(WHAT YOU SHOULD DO)
Every line with "controls" in it should be copied from the data.

[Opening SUPPLIED DATA section]

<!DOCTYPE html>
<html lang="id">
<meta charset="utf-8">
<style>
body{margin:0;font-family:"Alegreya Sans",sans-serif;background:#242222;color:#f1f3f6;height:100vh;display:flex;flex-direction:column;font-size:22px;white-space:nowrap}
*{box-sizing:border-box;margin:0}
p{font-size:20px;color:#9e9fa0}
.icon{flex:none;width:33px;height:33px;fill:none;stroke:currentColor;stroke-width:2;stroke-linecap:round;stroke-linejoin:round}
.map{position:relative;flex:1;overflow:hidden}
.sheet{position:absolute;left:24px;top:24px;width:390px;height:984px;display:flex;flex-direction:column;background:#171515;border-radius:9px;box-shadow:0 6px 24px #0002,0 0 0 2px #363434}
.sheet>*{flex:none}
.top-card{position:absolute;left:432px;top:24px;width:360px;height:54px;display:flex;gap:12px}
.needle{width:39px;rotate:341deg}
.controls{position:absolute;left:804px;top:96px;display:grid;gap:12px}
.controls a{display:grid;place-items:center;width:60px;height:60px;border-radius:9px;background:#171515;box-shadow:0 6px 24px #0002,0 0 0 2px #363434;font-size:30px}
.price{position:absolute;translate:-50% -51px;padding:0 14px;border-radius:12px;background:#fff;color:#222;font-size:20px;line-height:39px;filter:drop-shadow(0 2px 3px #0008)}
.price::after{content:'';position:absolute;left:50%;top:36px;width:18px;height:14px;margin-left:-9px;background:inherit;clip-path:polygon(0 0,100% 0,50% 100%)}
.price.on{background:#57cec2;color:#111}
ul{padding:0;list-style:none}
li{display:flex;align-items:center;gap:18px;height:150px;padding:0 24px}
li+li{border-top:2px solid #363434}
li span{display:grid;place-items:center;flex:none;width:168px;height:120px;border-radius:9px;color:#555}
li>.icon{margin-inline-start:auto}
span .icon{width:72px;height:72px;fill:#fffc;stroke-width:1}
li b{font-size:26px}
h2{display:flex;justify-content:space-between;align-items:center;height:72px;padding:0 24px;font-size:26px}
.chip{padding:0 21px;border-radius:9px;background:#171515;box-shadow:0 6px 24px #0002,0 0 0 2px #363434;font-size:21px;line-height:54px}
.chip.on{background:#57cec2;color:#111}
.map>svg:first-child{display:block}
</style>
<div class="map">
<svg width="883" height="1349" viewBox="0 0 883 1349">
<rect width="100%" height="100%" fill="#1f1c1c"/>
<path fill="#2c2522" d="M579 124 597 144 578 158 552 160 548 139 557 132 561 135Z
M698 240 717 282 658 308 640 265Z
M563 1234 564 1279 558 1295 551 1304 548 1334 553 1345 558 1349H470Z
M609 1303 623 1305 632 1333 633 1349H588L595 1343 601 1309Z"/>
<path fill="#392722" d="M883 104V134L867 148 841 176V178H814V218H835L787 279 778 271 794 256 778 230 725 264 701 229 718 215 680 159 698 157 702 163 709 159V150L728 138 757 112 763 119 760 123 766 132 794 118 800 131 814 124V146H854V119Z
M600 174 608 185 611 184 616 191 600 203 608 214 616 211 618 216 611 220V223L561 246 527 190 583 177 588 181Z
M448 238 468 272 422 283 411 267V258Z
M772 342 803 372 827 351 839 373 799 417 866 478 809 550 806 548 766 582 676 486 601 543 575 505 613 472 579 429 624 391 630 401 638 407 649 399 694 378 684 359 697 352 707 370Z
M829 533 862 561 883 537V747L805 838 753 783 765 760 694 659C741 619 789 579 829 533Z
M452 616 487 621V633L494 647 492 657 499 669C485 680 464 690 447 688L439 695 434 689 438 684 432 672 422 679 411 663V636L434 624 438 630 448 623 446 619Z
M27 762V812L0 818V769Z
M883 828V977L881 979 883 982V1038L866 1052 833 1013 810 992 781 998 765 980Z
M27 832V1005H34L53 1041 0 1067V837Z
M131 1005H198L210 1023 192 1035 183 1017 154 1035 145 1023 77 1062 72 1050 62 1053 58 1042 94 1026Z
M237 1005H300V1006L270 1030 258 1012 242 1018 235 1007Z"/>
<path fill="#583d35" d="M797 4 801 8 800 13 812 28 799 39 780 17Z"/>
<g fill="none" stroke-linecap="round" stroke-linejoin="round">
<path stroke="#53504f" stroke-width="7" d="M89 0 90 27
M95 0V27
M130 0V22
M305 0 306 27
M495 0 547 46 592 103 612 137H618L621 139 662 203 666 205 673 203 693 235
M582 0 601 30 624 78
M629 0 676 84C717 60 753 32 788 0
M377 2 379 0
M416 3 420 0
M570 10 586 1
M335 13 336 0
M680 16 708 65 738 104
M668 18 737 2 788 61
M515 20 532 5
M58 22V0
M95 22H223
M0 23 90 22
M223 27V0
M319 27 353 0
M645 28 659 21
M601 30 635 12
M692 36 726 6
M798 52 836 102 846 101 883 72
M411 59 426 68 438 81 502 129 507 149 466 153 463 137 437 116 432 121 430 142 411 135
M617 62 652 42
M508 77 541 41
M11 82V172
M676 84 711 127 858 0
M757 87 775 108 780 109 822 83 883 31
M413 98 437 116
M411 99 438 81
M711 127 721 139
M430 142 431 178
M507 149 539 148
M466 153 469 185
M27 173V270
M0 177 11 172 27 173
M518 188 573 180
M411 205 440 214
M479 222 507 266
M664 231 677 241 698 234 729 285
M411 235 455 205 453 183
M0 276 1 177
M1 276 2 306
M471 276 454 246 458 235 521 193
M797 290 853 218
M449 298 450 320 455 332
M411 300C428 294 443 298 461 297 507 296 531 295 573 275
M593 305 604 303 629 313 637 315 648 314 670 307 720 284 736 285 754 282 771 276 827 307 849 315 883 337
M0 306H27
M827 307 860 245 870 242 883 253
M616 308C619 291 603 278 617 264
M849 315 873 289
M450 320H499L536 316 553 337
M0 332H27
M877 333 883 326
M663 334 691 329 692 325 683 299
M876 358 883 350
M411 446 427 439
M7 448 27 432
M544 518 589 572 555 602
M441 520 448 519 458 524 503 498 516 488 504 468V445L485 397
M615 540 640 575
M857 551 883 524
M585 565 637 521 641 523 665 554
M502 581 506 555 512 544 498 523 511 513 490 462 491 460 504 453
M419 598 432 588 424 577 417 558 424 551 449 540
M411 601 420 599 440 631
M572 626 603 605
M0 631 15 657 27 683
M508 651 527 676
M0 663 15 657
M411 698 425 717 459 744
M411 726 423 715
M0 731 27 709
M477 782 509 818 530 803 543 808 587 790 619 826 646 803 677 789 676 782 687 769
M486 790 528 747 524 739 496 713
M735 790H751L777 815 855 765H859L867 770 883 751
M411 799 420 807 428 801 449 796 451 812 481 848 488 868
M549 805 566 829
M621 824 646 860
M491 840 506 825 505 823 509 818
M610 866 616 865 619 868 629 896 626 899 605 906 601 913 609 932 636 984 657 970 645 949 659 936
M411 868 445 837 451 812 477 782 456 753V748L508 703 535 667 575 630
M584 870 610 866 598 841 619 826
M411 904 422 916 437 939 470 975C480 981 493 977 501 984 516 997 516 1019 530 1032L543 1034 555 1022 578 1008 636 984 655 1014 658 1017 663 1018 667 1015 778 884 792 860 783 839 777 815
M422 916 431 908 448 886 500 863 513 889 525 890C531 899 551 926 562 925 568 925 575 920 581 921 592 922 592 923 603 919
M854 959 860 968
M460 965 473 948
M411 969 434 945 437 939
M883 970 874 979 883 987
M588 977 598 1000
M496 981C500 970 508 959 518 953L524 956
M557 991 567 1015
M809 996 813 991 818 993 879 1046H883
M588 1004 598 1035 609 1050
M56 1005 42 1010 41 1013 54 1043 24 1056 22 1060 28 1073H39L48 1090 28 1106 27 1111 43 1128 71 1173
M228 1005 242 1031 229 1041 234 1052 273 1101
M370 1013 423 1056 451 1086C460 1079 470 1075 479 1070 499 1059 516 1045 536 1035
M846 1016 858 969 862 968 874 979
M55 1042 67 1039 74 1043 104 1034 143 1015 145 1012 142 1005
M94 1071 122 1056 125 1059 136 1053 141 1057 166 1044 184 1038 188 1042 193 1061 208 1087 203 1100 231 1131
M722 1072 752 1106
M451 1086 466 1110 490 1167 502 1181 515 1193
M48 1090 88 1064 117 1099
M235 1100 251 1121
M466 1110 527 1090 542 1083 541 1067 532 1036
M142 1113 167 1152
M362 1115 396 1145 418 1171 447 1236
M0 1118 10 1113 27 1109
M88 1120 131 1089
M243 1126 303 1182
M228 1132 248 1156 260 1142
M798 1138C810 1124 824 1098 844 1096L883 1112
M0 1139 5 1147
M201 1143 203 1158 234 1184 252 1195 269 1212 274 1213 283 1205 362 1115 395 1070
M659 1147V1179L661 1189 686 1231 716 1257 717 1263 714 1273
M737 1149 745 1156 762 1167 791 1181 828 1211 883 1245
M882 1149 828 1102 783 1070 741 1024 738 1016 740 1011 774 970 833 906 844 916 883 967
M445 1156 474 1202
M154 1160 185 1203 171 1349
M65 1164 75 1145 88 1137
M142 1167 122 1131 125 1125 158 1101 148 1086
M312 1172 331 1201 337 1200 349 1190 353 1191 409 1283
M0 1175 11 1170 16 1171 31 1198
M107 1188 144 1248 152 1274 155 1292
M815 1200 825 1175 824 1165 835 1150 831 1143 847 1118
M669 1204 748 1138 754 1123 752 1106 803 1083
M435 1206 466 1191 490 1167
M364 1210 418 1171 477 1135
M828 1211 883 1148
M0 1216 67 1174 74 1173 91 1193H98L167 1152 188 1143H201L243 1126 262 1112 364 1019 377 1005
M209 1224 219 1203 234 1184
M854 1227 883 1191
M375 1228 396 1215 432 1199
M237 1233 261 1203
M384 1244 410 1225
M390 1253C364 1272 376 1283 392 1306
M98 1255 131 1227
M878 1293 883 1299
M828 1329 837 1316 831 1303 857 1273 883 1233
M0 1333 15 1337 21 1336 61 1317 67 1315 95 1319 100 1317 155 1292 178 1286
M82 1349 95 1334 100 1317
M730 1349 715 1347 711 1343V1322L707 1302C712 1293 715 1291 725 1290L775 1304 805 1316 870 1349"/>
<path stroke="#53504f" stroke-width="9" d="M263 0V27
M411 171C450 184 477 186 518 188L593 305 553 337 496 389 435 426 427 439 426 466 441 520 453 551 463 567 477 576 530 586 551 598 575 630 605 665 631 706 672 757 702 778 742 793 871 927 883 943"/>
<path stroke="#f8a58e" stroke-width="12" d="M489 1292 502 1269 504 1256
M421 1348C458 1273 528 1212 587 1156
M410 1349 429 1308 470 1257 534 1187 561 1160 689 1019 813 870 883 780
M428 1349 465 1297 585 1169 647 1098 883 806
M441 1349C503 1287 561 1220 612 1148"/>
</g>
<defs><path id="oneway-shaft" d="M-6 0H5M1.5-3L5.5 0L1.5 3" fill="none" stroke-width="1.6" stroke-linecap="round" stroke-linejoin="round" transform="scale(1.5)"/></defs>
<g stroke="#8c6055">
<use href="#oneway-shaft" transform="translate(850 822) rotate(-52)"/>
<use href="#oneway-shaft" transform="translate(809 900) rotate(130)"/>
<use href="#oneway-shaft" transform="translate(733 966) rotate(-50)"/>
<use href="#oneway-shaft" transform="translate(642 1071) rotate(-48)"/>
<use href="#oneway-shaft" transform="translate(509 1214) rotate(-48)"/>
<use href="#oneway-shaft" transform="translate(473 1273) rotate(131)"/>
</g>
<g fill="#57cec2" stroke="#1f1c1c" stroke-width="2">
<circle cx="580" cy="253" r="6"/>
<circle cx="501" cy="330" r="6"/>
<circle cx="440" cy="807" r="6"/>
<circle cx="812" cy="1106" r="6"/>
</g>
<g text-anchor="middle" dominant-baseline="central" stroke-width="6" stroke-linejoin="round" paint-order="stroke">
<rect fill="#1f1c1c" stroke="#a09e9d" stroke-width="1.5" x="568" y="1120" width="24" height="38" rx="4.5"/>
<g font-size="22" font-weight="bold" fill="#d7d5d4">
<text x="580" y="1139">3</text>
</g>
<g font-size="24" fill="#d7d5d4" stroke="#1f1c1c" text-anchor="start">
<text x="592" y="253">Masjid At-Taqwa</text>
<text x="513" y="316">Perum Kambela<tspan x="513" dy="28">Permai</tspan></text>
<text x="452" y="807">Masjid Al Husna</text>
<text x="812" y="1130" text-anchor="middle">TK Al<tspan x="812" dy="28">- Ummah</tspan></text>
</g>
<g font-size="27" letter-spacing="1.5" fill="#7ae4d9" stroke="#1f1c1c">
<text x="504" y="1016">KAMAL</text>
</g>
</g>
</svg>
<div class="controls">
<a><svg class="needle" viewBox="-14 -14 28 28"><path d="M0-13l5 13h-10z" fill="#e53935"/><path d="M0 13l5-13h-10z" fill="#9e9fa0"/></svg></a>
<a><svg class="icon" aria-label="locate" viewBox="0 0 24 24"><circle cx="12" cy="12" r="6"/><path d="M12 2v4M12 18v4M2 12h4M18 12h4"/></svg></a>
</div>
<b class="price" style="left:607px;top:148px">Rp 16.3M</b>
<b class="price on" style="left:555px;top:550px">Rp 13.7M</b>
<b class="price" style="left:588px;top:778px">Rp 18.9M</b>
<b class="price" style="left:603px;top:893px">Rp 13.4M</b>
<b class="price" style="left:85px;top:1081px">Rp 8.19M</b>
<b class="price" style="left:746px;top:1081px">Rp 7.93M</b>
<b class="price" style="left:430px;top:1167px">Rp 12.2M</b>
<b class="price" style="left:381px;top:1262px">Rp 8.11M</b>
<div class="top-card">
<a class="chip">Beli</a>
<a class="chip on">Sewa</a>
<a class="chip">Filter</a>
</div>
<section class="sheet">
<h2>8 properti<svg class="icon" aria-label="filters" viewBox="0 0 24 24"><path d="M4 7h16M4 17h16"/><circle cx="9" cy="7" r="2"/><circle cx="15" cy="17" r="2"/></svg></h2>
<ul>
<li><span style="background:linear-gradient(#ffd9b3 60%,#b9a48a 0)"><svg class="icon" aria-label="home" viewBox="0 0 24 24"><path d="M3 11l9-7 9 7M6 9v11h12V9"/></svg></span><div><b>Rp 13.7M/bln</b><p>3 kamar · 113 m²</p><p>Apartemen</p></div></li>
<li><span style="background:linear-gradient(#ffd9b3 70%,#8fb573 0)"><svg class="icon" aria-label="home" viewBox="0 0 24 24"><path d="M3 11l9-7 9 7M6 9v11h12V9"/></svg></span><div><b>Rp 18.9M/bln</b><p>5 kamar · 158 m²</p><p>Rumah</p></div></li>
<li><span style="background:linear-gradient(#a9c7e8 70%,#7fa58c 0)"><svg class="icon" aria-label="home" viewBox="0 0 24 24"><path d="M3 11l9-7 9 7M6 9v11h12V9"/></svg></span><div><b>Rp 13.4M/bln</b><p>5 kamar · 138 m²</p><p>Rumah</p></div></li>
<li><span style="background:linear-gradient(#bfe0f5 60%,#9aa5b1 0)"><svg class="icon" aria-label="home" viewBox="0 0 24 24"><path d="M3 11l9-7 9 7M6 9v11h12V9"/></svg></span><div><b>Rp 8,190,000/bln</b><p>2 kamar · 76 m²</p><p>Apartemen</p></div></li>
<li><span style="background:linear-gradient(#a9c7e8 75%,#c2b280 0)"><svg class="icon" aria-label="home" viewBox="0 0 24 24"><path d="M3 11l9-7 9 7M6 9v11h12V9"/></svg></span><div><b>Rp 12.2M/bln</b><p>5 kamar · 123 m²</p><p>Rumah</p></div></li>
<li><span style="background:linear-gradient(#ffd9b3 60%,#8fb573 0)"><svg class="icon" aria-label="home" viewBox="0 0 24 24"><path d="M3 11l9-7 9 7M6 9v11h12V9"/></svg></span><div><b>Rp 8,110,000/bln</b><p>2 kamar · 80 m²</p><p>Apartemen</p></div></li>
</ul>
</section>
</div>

[Closing SUPPLIED DATA section]

(SOLUTION)
.controls{position:absolute;left:804px;top:96px;display:grid;gap:12px}
.controls a{display:grid;place-items:center;width:60px;height:60px;border-radius:9px;background:#171515;box-shadow:0 6px 24px #0002,0 0 0 2px #363434;font-size:30px}
<div class="controls">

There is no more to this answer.